The Detroit Tigers moved into one of the American League’s three wild-card playoff spots with a 4–3 win over the Baltimore Orioles on Sunday.
Kerry Carpenter hit two home runs and Spencer Torkelson added another to provide the majority of offense for Detroit. The Tigers ran out to a 3–0 lead before the Orioles tied the game in the fifth inning on a two-run homer by Cedric Mullins and an RBI double from Jordan Westburg.
The second of Carpenter’s two home runs gave Detroit a 4–3 lead in the sixth, and three Tigers relievers — Brenan Hanifee, Will Vest and Jason Foley — pitched three scoreless, hitless innings to hold that lead through the end.
Foley got the save in the box score, but the Tigers’ win might have been truly saved by center fielder Parker Meadows, who made a leaping catch at the fence to rob Colton Cowser of a two-run homer to end the fifth.
Meadows’ leaping theft was the second such catch the rookie has made this season, joining a grab he made in early August to swipe a home run from the Seattle Mariners‘ Cal Raleigh.
The rookie made another great catch on Saturday, taking an extra-base hit away from Mullins with a diving catch toward the warning track in left-center field.

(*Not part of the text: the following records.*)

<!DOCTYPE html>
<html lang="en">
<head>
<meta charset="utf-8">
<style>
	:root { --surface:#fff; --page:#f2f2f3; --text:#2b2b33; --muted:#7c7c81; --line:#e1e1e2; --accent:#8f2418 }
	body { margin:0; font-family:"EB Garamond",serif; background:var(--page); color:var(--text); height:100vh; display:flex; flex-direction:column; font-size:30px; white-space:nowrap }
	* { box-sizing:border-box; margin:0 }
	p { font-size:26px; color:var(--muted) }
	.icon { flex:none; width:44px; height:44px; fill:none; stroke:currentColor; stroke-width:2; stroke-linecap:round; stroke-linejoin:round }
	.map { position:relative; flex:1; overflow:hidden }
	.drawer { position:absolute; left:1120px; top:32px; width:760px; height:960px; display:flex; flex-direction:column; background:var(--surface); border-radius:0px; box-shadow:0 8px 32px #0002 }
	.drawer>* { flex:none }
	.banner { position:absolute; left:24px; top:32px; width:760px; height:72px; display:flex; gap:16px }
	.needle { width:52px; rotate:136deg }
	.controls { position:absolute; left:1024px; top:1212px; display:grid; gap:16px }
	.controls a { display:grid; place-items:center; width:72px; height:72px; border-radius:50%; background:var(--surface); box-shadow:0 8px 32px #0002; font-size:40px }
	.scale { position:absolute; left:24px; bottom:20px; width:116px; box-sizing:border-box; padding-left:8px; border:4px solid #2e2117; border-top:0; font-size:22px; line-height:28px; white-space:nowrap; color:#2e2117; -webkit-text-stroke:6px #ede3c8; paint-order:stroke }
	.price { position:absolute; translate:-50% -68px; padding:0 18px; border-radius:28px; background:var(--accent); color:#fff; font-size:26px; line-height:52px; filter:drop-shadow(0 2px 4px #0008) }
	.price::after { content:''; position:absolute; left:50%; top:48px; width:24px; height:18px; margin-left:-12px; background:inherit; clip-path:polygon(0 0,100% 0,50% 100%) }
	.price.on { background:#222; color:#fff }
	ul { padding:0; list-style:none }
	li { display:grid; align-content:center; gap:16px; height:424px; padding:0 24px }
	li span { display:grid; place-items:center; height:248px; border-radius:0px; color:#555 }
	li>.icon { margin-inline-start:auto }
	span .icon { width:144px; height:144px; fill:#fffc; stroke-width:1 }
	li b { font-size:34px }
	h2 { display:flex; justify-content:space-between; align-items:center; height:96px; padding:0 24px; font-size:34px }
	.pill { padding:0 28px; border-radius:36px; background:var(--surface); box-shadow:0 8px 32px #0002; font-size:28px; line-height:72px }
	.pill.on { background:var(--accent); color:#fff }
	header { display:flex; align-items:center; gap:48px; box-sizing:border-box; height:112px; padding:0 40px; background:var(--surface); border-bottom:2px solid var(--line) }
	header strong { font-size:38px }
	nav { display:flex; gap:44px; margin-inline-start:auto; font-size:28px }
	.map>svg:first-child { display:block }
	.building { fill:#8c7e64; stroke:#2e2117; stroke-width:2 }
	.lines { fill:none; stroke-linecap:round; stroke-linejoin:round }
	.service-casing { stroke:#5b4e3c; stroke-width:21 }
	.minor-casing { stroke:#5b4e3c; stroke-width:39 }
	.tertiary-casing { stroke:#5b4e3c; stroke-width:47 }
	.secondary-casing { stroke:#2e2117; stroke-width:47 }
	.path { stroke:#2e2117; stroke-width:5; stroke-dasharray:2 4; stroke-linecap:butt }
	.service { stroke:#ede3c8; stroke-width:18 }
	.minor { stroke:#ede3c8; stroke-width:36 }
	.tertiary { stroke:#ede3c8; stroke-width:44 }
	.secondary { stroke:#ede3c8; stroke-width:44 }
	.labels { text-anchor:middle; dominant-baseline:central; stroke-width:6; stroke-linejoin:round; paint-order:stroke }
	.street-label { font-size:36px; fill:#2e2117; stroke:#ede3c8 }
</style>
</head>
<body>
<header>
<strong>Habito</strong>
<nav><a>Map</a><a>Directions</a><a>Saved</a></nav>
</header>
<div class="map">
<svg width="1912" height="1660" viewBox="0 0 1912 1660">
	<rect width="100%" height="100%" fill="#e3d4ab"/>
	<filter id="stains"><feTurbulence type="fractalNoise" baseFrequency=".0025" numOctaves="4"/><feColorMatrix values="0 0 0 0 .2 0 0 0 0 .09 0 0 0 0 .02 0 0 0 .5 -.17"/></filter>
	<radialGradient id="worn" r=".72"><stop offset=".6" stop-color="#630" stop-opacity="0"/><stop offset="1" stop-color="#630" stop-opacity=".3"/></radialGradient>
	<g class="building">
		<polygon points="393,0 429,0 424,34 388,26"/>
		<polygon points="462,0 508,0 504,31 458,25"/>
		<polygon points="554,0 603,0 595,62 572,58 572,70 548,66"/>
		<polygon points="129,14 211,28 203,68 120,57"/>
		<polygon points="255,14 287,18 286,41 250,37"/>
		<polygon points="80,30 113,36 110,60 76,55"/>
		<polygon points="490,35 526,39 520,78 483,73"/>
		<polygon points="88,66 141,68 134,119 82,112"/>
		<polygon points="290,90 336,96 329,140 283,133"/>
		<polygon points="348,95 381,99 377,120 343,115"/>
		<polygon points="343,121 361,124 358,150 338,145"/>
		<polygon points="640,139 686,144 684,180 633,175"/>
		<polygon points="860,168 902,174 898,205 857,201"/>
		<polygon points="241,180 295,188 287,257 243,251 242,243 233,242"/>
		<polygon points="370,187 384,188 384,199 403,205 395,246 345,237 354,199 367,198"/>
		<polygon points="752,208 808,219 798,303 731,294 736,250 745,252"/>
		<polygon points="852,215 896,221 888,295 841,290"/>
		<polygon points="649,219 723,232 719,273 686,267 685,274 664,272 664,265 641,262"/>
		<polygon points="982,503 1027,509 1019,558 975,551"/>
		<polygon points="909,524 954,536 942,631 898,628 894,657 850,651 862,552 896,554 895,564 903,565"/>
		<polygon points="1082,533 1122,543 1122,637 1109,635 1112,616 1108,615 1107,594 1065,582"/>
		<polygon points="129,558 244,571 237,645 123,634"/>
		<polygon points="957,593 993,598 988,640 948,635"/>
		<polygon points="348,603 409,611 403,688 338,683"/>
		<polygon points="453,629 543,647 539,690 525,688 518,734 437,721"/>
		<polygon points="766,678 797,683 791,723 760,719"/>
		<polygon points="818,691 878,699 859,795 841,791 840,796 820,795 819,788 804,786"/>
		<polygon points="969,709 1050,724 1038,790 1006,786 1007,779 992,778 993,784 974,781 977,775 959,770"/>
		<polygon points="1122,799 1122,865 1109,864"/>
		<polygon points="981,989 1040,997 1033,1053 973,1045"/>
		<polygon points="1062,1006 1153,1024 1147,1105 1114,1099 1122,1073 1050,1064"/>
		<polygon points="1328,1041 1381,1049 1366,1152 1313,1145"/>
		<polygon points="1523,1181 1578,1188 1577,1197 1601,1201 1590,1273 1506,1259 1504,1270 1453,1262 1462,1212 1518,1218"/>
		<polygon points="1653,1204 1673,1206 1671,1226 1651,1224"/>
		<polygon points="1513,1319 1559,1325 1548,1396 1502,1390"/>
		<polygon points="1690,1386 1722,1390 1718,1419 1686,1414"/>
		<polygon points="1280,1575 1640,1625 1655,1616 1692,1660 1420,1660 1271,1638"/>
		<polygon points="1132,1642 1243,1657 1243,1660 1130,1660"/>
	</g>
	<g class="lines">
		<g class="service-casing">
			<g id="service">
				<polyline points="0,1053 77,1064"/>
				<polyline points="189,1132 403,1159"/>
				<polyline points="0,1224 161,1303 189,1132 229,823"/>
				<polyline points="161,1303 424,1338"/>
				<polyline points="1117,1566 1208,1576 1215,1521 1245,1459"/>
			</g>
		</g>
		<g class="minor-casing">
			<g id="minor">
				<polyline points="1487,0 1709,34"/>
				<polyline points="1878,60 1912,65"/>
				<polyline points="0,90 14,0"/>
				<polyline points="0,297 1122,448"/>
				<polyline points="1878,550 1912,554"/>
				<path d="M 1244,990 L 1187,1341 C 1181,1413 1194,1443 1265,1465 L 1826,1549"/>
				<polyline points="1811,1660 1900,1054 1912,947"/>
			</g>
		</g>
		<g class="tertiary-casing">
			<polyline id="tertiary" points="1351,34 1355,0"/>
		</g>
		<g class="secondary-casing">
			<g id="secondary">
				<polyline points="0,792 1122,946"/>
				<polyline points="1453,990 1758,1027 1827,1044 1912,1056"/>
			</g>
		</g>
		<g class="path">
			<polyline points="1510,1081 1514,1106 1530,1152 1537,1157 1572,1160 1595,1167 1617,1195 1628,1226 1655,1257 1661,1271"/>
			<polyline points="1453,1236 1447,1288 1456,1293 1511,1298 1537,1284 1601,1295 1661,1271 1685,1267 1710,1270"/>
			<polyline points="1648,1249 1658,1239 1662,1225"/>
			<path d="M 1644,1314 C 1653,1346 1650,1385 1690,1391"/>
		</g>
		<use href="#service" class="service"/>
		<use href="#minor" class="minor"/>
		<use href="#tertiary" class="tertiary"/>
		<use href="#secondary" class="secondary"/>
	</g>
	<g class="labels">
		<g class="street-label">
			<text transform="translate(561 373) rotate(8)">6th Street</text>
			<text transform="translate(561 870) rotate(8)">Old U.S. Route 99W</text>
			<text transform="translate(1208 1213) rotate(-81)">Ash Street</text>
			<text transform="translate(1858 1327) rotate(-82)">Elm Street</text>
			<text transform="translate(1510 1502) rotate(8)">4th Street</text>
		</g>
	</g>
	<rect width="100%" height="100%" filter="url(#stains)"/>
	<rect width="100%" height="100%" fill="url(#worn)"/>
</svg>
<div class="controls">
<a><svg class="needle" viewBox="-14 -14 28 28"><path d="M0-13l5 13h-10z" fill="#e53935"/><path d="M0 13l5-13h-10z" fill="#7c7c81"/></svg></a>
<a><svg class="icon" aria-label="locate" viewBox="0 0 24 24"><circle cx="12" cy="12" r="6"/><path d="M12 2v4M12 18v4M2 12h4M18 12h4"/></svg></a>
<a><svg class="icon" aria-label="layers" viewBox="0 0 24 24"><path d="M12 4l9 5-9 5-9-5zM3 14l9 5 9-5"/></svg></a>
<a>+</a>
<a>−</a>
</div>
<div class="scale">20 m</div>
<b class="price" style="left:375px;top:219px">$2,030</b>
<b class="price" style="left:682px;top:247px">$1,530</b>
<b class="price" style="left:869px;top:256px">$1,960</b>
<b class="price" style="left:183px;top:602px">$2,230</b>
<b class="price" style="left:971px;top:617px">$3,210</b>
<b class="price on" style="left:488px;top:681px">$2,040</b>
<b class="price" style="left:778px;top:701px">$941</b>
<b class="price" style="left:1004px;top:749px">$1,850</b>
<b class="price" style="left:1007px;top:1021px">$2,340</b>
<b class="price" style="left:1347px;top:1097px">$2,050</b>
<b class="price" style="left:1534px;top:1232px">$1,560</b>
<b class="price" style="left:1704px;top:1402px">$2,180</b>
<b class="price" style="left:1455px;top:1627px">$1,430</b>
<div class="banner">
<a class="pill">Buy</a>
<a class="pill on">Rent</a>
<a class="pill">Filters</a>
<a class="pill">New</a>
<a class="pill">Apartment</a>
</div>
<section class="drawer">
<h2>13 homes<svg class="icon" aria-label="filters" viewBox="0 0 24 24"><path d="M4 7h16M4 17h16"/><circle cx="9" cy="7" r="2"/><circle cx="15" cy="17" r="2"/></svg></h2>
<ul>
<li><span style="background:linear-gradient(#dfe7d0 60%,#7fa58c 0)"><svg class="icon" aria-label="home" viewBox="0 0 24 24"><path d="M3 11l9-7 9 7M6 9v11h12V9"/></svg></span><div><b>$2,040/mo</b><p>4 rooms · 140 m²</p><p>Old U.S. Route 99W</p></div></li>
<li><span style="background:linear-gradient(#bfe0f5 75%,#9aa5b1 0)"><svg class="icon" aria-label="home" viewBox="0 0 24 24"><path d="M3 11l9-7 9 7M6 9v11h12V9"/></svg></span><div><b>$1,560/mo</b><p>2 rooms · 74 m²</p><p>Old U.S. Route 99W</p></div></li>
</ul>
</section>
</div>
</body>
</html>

Detroit made a leap in the wild-card standings when the Minnesota Twins lost both games of a doubleheader to the Boston Red Sox on Sunday, falling 8–1 in the first matchup and 9–3 in the nightcap. And with the Kansas City Royals losing 2–0 to the San Francisco Giants, the Tigers tied for the AL’s No. 2 wild-card spot, though the Royals hold the tiebreaker.
With their two losses on Sunday, Minnesota falls to 81–75 and one game out of the wild-card picture.
The Tigers have been on an improbable run to postseason contention in the second half of the season. On Aug. 10, Detroit was 55–63 and 10 games out of the third wild-card spot. They went 14–5 for the rest of the month and have gone 13–6 in September to make a significant jump in the standings.
Detroit begins a season-ending, six-game homestand on Monday, with three games against the Tampa Bay Rays (78–78) and three versus the Chicago White Sox (36–120).